◆ **Source records**

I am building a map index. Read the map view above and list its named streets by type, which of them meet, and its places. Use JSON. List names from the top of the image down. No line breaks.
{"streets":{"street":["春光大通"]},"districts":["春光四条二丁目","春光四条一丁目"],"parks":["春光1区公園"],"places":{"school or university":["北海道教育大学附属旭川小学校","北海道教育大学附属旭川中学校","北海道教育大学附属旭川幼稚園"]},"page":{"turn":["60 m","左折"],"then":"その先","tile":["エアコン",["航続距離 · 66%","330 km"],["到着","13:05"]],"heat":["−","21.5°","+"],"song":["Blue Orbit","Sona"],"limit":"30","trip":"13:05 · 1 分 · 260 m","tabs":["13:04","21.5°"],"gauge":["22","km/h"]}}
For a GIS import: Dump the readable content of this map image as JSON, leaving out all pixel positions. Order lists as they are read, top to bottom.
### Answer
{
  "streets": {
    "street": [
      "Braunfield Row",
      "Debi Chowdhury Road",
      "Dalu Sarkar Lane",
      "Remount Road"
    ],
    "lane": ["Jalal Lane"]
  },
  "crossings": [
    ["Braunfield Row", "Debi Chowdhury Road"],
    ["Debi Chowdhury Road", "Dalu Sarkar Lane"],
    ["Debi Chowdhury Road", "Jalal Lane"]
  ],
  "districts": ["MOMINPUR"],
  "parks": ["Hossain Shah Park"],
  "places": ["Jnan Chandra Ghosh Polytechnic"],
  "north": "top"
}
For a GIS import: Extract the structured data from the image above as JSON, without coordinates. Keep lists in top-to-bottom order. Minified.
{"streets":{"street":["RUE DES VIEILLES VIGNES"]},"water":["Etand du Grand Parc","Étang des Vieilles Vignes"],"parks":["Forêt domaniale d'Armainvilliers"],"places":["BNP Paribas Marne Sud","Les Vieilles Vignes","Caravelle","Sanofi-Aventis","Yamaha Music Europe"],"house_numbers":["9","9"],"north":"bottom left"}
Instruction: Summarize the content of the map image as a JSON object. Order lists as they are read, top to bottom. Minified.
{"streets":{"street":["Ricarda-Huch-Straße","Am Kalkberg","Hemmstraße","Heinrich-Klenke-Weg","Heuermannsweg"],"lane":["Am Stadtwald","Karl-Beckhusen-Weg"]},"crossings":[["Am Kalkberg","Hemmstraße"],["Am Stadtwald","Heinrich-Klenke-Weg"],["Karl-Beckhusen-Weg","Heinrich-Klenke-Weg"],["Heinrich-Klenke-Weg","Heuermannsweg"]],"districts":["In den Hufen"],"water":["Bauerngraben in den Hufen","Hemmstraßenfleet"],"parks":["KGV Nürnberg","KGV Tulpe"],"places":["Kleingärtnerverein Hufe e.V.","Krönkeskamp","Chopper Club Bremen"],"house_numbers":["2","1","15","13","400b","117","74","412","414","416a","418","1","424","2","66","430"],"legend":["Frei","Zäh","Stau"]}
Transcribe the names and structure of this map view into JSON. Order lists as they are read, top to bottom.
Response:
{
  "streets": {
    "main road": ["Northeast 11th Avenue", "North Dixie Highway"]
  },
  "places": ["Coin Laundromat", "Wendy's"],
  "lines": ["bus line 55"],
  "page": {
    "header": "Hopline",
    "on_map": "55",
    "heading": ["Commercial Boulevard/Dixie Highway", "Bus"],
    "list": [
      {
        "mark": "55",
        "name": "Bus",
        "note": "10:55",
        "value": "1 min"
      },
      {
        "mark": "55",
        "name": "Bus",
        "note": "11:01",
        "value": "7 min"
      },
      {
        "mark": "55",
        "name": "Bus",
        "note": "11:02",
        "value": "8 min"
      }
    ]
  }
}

◆ **Your goal**
Output every record in full, exactly as it was given.

◆ **Answer below**
I am building a map index. Read the map view above and list its named streets by type, which of them meet, and its places. Use JSON. List names from the top of the image down. No line breaks.
{"streets":{"street":["春光大通"]},"districts":["春光四条二丁目","春光四条一丁目"],"parks":["春光1区公園"],"places":{"school or university":["北海道教育大学附属旭川小学校","北海道教育大学附属旭川中学校","北海道教育大学附属旭川幼稚園"]},"page":{"turn":["60 m","左折"],"then":"その先","tile":["エアコン",["航続距離 · 66%","330 km"],["到着","13:05"]],"heat":["−","21.5°","+"],"song":["Blue Orbit","Sona"],"limit":"30","trip":"13:05 · 1 分 · 260 m","tabs":["13:04","21.5°"],"gauge":["22","km/h"]}}
For a GIS import: Dump the readable content of this map image as JSON, leaving out all pixel positions. Order lists as they are read, top to bottom.
### Answer
{
  "streets": {
    "street": [
      "Braunfield Row",
      "Debi Chowdhury Road",
      "Dalu Sarkar Lane",
      "Remount Road"
    ],
    "lane": ["Jalal Lane"]
  },
  "crossings": [
    ["Braunfield Row", "Debi Chowdhury Road"],
    ["Debi Chowdhury Road", "Dalu Sarkar Lane"],
    ["Debi Chowdhury Road", "Jalal Lane"]
  ],
  "districts": ["MOMINPUR"],
  "parks": ["Hossain Shah Park"],
  "places": ["Jnan Chandra Ghosh Polytechnic"],
  "north": "top"
}
For a GIS import: Extract the structured data from the image above as JSON, without coordinates. Keep lists in top-to-bottom order. Minified.
{"streets":{"street":["RUE DES VIEILLES VIGNES"]},"water":["Etand du Grand Parc","Étang des Vieilles Vignes"],"parks":["Forêt domaniale d'Armainvilliers"],"places":["BNP Paribas Marne Sud","Les Vieilles Vignes","Caravelle","Sanofi-Aventis","Yamaha Music Europe"],"house_numbers":["9","9"],"north":"bottom left"}
Instruction: Summarize the content of the map image as a JSON object. Order lists as they are read, top to bottom. Minified.
{"streets":{"street":["Ricarda-Huch-Straße","Am Kalkberg","Hemmstraße","Heinrich-Klenke-Weg","Heuermannsweg"],"lane":["Am Stadtwald","Karl-Beckhusen-Weg"]},"crossings":[["Am Kalkberg","Hemmstraße"],["Am Stadtwald","Heinrich-Klenke-Weg"],["Karl-Beckhusen-Weg","Heinrich-Klenke-Weg"],["Heinrich-Klenke-Weg","Heuermannsweg"]],"districts":["In den Hufen"],"water":["Bauerngraben in den Hufen","Hemmstraßenfleet"],"parks":["KGV Nürnberg","KGV Tulpe"],"places":["Kleingärtnerverein Hufe e.V.","Krönkeskamp","Chopper Club Bremen"],"house_numbers":["2","1","15","13","400b","117","74","412","414","416a","418","1","424","2","66","430"],"legend":["Frei","Zäh","Stau"]}
Transcribe the names and structure of this map view into JSON. Order lists as they are read, top to bottom.
Response:
{
  "streets": {
    "main road": ["Northeast 11th Avenue", "North Dixie Highway"]
  },
  "places": ["Coin Laundromat", "Wendy's"],
  "lines": ["bus line 55"],
  "page": {
    "header": "Hopline",
    "on_map": "55",
    "heading": ["Commercial Boulevard/Dixie Highway", "Bus"],
    "list": [
      {
        "mark": "55",
        "name": "Bus",
        "note": "10:55",
        "value": "1 min"
      },
      {
        "mark": "55",
        "name": "Bus",
        "note": "11:01",
        "value": "7 min"
      },
      {
        "mark": "55",
        "name": "Bus",
        "note": "11:02",
        "value": "8 min"
      }
    ]
  }
}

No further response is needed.